**Task requirements**
In the reply, include exactly the lines of the entries below from the first to the line with "2px #634d3d) drop-shadow(0", that line included.

**Input records**
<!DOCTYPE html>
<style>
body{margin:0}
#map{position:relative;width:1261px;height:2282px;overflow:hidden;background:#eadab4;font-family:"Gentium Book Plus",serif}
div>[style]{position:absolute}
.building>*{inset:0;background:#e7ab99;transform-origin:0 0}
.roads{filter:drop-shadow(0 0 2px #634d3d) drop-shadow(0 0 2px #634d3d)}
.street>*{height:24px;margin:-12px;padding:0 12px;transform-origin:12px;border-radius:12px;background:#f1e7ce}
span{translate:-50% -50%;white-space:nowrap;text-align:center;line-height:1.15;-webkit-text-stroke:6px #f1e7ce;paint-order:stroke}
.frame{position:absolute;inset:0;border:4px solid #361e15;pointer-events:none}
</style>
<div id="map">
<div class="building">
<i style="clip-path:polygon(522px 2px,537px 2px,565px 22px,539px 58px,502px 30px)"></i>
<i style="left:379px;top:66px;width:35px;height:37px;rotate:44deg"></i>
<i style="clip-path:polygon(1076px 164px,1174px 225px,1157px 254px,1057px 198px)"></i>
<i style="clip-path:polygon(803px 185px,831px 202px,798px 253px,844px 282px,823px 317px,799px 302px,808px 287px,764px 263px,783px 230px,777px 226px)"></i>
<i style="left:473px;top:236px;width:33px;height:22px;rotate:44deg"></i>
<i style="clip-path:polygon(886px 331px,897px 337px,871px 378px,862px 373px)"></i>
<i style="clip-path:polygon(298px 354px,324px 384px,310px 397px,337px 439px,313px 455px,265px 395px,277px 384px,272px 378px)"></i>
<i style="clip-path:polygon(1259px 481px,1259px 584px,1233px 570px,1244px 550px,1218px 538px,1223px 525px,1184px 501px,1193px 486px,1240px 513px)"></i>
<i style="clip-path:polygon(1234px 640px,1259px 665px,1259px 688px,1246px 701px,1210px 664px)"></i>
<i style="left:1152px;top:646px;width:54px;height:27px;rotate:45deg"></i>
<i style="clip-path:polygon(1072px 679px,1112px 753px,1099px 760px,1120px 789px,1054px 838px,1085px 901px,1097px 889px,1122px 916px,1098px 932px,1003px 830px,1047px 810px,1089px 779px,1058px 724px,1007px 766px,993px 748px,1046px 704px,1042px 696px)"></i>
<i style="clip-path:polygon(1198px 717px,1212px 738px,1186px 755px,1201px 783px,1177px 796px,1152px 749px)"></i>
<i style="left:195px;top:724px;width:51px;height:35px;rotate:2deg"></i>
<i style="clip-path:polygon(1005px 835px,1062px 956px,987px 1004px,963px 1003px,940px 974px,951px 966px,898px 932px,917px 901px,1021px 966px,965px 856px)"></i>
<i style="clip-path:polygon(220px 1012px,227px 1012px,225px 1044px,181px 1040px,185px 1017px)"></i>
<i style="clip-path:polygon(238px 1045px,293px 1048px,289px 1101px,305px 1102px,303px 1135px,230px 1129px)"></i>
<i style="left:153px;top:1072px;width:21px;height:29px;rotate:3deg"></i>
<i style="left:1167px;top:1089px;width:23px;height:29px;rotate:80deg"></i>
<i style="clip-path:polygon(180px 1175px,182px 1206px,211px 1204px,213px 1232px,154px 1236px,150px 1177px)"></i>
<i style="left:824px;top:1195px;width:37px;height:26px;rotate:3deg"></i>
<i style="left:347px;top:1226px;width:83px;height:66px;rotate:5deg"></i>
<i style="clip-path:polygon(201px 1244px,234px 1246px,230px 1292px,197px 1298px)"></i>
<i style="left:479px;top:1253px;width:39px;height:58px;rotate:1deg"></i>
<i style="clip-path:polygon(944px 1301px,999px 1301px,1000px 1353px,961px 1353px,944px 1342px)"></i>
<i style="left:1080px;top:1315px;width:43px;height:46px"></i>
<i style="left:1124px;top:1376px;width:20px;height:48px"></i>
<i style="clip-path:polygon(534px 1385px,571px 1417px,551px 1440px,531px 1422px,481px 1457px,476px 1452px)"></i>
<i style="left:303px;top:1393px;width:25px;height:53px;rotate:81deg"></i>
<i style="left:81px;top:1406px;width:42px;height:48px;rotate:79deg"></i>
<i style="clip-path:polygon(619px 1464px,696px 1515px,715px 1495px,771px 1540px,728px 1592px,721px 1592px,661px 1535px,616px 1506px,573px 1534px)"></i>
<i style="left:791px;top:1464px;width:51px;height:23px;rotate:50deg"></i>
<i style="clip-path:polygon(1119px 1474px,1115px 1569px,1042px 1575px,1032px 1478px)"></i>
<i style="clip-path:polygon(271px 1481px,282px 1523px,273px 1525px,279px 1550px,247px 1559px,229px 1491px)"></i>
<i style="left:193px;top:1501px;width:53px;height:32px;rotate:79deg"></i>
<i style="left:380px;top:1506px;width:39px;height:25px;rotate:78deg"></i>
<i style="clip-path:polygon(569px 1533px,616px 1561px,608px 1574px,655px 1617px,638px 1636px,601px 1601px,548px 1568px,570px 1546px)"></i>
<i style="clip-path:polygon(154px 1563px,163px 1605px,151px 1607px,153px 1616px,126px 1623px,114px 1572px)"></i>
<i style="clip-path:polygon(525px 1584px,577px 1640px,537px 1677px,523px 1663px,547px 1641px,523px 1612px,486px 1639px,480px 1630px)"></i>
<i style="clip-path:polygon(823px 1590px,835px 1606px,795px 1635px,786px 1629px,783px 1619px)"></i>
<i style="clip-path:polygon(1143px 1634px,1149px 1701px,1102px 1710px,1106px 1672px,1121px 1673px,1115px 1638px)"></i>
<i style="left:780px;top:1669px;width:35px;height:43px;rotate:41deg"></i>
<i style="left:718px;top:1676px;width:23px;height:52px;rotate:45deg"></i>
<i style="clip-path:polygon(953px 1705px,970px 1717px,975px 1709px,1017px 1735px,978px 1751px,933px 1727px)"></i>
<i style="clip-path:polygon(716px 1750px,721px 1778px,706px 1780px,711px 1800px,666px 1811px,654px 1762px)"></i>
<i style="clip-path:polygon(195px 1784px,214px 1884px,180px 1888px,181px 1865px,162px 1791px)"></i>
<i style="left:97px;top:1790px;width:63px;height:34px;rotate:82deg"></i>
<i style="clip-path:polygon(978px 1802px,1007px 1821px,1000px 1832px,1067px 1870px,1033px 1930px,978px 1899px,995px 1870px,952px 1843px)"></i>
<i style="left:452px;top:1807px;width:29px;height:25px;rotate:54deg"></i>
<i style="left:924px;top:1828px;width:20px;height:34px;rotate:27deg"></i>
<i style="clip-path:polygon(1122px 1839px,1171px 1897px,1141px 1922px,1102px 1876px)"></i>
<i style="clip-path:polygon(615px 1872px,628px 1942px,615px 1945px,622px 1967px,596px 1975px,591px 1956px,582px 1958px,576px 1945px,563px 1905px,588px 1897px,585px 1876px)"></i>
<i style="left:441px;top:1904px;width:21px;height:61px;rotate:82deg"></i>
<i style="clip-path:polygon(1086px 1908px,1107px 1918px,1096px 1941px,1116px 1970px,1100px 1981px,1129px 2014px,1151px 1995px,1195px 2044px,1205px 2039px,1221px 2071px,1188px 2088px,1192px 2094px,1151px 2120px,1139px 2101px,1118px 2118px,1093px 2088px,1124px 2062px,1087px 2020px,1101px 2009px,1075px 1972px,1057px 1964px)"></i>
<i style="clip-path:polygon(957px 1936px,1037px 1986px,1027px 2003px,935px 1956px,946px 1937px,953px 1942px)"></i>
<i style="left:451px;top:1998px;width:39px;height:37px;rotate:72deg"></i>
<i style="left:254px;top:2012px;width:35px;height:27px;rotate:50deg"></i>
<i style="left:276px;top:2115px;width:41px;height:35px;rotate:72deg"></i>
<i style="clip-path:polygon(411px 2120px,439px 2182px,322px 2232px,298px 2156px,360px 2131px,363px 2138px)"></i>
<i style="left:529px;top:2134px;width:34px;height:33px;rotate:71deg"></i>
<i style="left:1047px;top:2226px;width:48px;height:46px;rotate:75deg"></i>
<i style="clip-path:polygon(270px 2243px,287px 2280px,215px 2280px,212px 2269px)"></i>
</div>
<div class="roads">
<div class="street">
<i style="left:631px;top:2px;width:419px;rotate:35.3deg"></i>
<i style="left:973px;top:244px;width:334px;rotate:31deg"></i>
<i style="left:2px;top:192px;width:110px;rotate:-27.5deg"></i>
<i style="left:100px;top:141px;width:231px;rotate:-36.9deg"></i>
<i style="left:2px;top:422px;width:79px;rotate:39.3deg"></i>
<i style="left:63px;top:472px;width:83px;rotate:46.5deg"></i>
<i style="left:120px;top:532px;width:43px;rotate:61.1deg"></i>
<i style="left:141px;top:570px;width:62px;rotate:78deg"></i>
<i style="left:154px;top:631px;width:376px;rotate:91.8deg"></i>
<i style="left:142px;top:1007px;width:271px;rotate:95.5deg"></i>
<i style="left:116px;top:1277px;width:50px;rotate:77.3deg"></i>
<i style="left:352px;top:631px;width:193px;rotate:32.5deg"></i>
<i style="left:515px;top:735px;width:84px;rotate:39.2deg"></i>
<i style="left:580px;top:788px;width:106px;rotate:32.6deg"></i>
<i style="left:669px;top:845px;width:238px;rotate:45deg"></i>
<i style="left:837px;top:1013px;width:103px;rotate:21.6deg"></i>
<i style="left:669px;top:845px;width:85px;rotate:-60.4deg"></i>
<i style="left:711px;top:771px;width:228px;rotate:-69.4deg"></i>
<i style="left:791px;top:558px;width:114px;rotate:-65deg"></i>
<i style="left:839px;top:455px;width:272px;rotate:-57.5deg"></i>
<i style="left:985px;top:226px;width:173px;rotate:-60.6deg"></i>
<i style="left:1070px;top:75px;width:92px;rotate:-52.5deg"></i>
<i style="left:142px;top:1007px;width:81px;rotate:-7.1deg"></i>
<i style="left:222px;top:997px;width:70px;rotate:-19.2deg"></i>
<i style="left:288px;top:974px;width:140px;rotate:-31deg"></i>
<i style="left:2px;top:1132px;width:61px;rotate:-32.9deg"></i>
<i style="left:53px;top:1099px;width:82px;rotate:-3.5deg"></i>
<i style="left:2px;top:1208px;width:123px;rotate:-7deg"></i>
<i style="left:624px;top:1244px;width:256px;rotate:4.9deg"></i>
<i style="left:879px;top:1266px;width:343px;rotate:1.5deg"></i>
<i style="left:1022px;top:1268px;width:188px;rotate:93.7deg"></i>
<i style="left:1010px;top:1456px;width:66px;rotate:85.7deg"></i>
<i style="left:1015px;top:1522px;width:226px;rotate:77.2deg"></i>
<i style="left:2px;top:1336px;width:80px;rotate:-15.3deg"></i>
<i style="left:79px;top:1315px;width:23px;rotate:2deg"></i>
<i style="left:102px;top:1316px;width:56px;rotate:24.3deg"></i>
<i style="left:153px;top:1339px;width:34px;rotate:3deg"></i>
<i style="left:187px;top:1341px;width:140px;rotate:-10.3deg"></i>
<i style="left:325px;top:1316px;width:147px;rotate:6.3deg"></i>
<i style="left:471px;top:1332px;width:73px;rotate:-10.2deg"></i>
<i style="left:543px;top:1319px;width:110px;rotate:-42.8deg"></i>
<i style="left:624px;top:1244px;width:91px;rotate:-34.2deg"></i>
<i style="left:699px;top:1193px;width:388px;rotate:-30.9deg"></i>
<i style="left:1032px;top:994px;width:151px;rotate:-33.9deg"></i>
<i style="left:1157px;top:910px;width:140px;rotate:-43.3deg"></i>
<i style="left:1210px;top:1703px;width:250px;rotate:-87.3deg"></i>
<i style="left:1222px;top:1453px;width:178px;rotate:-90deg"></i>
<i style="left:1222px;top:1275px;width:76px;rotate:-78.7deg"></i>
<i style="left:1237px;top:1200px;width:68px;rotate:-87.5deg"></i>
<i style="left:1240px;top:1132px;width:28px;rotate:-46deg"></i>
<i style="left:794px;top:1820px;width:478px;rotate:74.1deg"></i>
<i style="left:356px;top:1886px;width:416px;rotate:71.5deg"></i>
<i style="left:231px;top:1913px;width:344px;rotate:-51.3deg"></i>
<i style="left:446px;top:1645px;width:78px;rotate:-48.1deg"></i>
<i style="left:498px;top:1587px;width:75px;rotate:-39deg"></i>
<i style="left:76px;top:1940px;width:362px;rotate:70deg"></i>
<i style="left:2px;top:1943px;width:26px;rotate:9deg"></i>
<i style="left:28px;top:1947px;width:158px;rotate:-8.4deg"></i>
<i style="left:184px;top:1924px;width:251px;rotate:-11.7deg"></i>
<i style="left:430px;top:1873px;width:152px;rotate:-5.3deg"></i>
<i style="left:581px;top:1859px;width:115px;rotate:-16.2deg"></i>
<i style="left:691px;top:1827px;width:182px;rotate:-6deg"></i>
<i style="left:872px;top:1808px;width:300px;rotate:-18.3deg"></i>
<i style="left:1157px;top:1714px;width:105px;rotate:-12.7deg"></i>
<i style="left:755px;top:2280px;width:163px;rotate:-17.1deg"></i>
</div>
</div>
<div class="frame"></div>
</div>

**Output for this task**
<!DOCTYPE html>
<style>
body{margin:0}
#map{position:relative;width:1261px;height:2282px;overflow:hidden;background:#eadab4;font-family:"Gentium Book Plus",serif}
div>[style]{position:absolute}
.building>*{inset:0;background:#e7ab99;transform-origin:0 0}
.roads{filter:drop-shadow(0 0 2px #634d3d) drop-shadow(0 0 2px #634d3d)}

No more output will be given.